> WHAT TO PRODUCE
Go through the data and say how many lines include the string "worn"; return only the figure.

> RECORDS SHOWN
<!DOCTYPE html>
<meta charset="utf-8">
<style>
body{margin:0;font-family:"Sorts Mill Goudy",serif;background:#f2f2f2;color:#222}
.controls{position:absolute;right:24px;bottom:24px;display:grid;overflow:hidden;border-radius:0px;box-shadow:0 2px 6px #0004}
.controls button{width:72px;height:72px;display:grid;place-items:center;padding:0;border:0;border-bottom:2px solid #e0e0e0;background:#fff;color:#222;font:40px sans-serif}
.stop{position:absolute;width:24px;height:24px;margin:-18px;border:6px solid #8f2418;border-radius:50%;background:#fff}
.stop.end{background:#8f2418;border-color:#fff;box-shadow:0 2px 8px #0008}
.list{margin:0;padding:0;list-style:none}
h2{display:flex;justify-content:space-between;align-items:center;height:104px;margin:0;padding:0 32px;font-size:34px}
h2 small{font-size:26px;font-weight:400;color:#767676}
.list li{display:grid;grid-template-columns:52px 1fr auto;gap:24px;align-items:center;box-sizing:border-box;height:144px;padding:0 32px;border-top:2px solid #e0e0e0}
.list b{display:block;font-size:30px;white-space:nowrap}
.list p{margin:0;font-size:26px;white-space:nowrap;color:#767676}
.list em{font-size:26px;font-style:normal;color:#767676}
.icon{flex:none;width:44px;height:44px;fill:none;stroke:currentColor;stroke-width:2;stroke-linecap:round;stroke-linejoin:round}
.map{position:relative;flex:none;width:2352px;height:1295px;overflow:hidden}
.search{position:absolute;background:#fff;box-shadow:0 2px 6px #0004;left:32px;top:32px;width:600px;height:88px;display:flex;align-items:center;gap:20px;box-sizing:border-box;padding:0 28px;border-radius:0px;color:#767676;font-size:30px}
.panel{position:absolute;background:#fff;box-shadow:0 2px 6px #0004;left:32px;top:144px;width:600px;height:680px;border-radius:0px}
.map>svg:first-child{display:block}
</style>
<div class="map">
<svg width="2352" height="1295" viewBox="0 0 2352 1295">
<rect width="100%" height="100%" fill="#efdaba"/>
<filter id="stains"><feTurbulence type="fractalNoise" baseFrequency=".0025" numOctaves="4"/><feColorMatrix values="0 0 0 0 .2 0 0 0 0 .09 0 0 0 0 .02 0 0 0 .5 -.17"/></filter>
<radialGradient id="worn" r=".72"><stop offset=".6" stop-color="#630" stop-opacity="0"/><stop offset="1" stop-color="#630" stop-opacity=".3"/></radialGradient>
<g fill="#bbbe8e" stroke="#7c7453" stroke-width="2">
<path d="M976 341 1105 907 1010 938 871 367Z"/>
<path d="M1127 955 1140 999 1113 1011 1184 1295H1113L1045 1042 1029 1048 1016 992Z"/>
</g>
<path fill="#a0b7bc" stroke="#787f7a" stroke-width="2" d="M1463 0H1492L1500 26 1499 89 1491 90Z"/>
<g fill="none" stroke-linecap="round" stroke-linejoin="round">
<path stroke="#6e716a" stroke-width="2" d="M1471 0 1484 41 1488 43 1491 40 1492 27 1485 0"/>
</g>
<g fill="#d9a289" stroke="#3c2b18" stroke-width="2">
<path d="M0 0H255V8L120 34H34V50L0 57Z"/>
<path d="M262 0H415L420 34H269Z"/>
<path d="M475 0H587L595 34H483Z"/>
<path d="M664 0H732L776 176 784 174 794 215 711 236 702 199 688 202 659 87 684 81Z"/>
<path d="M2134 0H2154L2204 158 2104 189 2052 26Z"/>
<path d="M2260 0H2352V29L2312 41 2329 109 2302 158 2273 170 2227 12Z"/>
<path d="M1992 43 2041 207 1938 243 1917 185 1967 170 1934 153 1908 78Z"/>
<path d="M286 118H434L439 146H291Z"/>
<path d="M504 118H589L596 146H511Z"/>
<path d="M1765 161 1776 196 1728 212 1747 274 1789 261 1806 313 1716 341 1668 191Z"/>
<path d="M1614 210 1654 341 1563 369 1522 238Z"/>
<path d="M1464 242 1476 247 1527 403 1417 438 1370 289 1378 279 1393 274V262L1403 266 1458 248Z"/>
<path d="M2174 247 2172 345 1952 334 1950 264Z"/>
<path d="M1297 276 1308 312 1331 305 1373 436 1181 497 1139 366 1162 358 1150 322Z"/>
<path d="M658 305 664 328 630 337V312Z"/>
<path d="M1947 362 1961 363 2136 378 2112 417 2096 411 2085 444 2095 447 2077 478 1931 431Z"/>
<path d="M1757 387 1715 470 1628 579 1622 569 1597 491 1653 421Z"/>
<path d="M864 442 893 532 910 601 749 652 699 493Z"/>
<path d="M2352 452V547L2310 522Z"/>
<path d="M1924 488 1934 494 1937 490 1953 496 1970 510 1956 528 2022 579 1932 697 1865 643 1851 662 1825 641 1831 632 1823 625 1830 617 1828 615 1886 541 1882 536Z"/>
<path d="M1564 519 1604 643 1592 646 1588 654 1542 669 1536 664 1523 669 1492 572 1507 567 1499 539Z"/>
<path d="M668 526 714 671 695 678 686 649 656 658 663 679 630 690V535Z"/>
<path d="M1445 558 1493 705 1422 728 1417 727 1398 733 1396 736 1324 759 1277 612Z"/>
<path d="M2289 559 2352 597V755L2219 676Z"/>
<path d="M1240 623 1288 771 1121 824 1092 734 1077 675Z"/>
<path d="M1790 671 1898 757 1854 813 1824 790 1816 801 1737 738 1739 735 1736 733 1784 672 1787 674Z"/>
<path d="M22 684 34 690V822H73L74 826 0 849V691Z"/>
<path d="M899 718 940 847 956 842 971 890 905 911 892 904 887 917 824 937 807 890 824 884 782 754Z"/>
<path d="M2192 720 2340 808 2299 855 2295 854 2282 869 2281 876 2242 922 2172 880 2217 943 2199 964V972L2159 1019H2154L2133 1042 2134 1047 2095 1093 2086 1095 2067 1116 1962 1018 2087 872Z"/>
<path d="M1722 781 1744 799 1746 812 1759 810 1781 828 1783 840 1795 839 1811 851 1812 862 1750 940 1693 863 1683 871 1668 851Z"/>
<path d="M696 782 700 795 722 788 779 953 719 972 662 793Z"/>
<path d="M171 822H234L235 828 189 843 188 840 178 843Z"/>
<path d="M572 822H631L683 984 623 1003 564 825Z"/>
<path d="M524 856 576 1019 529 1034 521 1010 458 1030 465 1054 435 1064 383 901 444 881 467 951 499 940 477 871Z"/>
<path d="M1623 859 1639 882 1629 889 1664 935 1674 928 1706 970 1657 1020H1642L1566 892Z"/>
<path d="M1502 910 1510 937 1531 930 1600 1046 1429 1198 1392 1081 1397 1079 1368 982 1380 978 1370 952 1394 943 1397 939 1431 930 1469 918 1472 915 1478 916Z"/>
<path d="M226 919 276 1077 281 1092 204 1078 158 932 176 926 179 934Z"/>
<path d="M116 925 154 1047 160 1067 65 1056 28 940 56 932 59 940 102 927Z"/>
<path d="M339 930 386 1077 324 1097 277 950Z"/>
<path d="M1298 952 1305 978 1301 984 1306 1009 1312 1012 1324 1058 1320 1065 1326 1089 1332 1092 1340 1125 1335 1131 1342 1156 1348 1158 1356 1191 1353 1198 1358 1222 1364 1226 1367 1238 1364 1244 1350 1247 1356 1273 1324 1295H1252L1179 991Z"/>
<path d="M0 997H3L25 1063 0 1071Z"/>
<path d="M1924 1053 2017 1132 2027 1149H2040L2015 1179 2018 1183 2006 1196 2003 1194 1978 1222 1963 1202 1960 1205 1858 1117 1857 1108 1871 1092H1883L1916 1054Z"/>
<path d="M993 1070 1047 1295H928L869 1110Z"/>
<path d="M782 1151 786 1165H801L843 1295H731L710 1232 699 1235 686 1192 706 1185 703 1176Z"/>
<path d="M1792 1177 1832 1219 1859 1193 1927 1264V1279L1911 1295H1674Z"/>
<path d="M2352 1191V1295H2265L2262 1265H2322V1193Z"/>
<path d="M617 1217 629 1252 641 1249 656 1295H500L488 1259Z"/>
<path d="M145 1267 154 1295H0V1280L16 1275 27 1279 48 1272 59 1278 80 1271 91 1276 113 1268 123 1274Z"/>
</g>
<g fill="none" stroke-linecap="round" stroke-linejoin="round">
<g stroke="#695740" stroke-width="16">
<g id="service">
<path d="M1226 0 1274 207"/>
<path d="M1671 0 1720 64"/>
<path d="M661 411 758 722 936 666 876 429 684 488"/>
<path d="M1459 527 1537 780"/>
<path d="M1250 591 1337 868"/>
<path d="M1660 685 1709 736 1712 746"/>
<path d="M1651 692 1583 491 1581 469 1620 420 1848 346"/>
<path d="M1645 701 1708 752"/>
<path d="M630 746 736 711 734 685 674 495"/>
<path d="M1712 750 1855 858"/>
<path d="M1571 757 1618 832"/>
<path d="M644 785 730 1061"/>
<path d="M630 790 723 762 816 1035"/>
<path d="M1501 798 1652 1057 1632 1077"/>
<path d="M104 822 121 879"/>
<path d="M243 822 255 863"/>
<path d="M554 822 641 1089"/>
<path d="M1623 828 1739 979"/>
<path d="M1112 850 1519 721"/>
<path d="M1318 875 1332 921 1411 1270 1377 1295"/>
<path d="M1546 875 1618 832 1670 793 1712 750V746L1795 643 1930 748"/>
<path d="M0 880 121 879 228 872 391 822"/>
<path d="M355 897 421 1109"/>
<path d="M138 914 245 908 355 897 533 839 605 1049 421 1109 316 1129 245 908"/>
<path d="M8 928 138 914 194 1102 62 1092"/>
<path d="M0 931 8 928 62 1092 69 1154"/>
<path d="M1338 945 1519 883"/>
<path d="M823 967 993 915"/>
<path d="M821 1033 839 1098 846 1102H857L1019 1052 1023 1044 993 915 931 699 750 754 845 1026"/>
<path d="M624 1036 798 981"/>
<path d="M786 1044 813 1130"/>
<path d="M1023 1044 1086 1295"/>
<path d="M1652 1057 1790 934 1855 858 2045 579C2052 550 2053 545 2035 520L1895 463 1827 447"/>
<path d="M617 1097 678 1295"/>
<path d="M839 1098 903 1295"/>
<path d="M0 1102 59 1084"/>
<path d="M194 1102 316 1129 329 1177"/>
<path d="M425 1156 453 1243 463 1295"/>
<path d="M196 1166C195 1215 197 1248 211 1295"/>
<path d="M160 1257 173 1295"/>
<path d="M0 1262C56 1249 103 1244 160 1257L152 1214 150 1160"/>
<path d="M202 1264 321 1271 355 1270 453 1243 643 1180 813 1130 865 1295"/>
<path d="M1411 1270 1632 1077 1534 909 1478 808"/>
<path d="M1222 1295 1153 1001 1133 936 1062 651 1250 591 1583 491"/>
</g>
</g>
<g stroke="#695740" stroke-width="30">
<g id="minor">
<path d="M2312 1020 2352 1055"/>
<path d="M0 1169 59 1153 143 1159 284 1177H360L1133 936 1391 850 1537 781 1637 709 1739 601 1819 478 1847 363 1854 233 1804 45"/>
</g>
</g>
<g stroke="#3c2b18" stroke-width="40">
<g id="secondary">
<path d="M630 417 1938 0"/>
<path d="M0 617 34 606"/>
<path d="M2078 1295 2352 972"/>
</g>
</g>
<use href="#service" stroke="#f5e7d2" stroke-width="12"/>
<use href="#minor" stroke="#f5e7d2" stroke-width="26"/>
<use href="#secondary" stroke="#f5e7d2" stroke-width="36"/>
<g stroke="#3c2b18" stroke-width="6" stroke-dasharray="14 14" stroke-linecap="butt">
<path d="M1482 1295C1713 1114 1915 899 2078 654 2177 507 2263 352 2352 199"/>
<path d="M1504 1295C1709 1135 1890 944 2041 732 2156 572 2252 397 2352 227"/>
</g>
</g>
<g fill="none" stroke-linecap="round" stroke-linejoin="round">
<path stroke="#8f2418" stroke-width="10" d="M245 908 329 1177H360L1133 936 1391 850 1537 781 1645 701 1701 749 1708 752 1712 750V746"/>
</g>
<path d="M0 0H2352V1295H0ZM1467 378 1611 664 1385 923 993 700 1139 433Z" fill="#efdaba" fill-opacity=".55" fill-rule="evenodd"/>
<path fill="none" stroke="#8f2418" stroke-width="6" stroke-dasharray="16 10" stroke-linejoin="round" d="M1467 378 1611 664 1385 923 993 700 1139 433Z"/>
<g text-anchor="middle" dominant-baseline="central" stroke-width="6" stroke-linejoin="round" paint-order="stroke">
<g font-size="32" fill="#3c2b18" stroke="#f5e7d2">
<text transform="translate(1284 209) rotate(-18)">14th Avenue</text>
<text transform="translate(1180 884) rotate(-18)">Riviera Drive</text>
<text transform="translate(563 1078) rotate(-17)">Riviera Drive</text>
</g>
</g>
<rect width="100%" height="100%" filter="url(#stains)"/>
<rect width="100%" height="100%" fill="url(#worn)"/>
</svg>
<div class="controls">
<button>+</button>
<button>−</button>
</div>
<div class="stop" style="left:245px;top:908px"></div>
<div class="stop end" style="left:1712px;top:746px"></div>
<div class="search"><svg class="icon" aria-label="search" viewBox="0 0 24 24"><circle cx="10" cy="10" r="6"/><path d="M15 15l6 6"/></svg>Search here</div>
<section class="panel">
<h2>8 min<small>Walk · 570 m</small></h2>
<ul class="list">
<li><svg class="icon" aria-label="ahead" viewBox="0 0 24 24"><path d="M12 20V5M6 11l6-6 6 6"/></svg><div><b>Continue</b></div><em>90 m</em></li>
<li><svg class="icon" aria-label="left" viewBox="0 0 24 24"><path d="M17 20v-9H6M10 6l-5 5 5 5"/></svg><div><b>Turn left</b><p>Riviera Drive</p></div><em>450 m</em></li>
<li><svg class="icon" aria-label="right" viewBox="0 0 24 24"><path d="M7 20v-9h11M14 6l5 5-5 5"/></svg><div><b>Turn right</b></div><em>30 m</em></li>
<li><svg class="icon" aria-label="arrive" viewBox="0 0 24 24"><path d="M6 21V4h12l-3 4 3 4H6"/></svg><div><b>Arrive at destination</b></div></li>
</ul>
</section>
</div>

> RESPONSE
2